Boston College football’s Week Four matchup with Missouri garnered national attention after Mizzou coach Eli Drinkwitz appeared to take a shot at the Eagles’ competition level during a press conference. In front of a nearly sold-out crowd in Chestnut Hill, BC took on its first SEC opponent at home since 1987, and it certainly lived up to the national expectations. A 56-yard Mizzou field goal sent the game to overtime, where BC receiver Zay Flowers gave BC the go-ahead score, and Brandon Sebastian sealed it with an interception in the end zone. After a back-and-forth battle for the ages, BC emerged with a 41–34 overtime win, marking its first 4–0 start since 2007. Here are five takeaways from BC’s biggest victory so far this season:
Flowers Proves He’s “Good At Overtime”
Almost exactly one year ago, Flowers danced around Pitt’s defense for the go-ahead touchdown that handed the Eagles an overtime victory over Pittsburgh.
“I’m pretty good at overtime,” Flowers said after that game.
Fast forward a year, and nothing seems to have changed. Now a junior, Flowers has plenty of experience under his belt, which puts him in the position to make clutch plays when BC coach Jeff Hafley and his team are under pressure. Starting from Mizzou’s 25-yard line in overtime, Flowers caught two passes: one, a four-yard grab to open the series, and another, a 10-yard touchdown to close it. Whether it’s a self-fulfilling prophecy, or whether Flowers is simply cool under the most high-pressure situation in college football, the third-year wideout seems to have found the secret ingredient to overtime victories.
The Garwo Show
Prior to the 2021 season, Pat Garwo III was a relative unknown. The redshirt sophomore had appeared in just 10 total games across his first two years at BC, totaling under 200 yards rushing in that span. In his first four games this season, Garwo has totaled 426 yards on the ground, good for an average of over 100 rush yards per game. After two touchdowns against Mizzou, his score total is up to four touchdowns. His first of the day came on BC’s third play of the game, as the third-year back dashed for 67 yards and a house call, breaking defenders nearly the entire way. He finished the game with a career-high 175 yards rushing, his second 100-yard game of the season. Although he contributed the majority of BC’s ground yardage, Garwo wasn’t alone in his contributions. The Eagles have seen a steady increase in run game success throughout the season, and Dennis Grosel, Alec Sinkfield, and Travis Levy combined for another 100 rush yards against Mizzou. The Tigers gave up more rush yards to Southeast Missouri State in a blowout win for Mizzou last week, but BC’s ground game, with Garwo at the helm, is very much still on the rise.
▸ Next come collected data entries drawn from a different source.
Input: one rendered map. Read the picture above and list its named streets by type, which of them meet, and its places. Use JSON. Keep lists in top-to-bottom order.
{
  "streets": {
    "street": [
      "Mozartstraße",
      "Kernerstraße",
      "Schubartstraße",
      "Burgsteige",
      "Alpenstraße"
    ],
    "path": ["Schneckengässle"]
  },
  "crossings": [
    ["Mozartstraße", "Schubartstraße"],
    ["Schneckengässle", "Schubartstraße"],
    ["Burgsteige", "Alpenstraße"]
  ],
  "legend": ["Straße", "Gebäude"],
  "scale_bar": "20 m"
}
An infamous 2015 loss to Wake Forest by a final score of 3–0 is an all-too-familiar sight for BC fans. Poor clock management by former head coach Steve Addazio was the Eagles’ downfall not just in that loss six years ago, but it became a pattern over Addazio’s tenure. That pattern, however, appears to be a thing of the past with Hafley and offensive coordinator Frank Cignetti Jr. running the show. The first quarter for BC consisted of short, efficient drives, including a two-minute, four-play, 98-yard scoring drive on the Eagles’ second possession of the game.
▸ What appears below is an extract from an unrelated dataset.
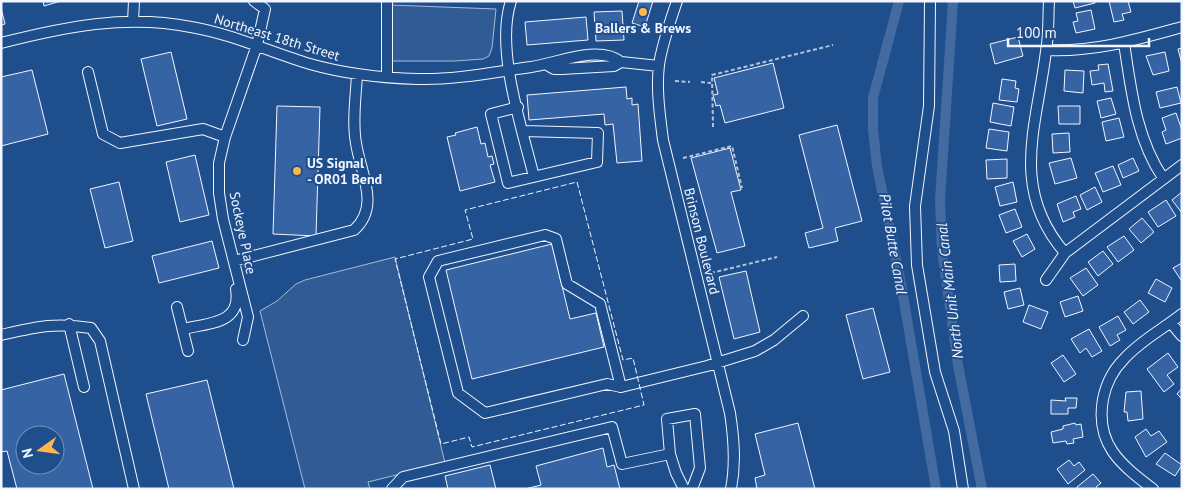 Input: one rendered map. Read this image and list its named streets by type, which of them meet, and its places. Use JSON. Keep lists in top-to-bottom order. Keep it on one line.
{"streets":{"street":["Northeast 18th Street","Sockeye Place","Brinson Boulevard"]},"crossings":[["Northeast 18th Street","Sockeye Place"],["Northeast 18th Street","Brinson Boulevard"]],"water":["Pilot Butte Canal","North Unit Main Canal"],"places":["Ballers & Brews","US Signal - OR01 Bend"],"scale_bar":"100 m","north":"left"}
When the fourth quarter rolled around, though, and the minutes began to wane, Hafley and Cignetti really began to flex their clock-managing muscles. Down by four points with 6:18 left on the clock, the Eagles strung together a run-heavy drive that ate up all but 25 seconds of the game clock. Levy capped off the drive with a five-yard scamper into the endzone, and freshman Connor Lytton added the extra point to put BC up by three with almost no time left on the clock. With 25 seconds left, BC had done all it could to eat up the clock, leaving Mizzou with next to no time to level the score. A 56-yard field goal as time expired sent the game to overtime, but Harrison Mevis’ last-minute kick was a credit to Mizzou’s offense and not a knock on BC’s clock management.
Playing the Numbers Game
Hafley said in his weekly press conference this week that yardage doesn’t matter to him. What matters is who scores more points, and who comes out on top. The Eagles didn’t give up a touchdown of more than 10 yards all game long, but though BC came out on top against Mizzou, the Eagles’ defensive numbers are not to be glossed over. The Eagles gave up just 88 yards on the ground, but they conceded 303 yards through the air. Although BC outgained the Tigers by a total of 59 yards, the pass defense looked porous, a sign that does not bode well for the Eagles entering conference competition in a league full of pass-heavy teams. After a stifling defensive effort against Temple one week ago and a shutout against Colgate to open the season, BC has proven it can rely on its defense to control the pace and outcome of the game. But in that same defense’s biggest test of the year, it began to bend, giving way to the Eagles’ first overtime contest of the season.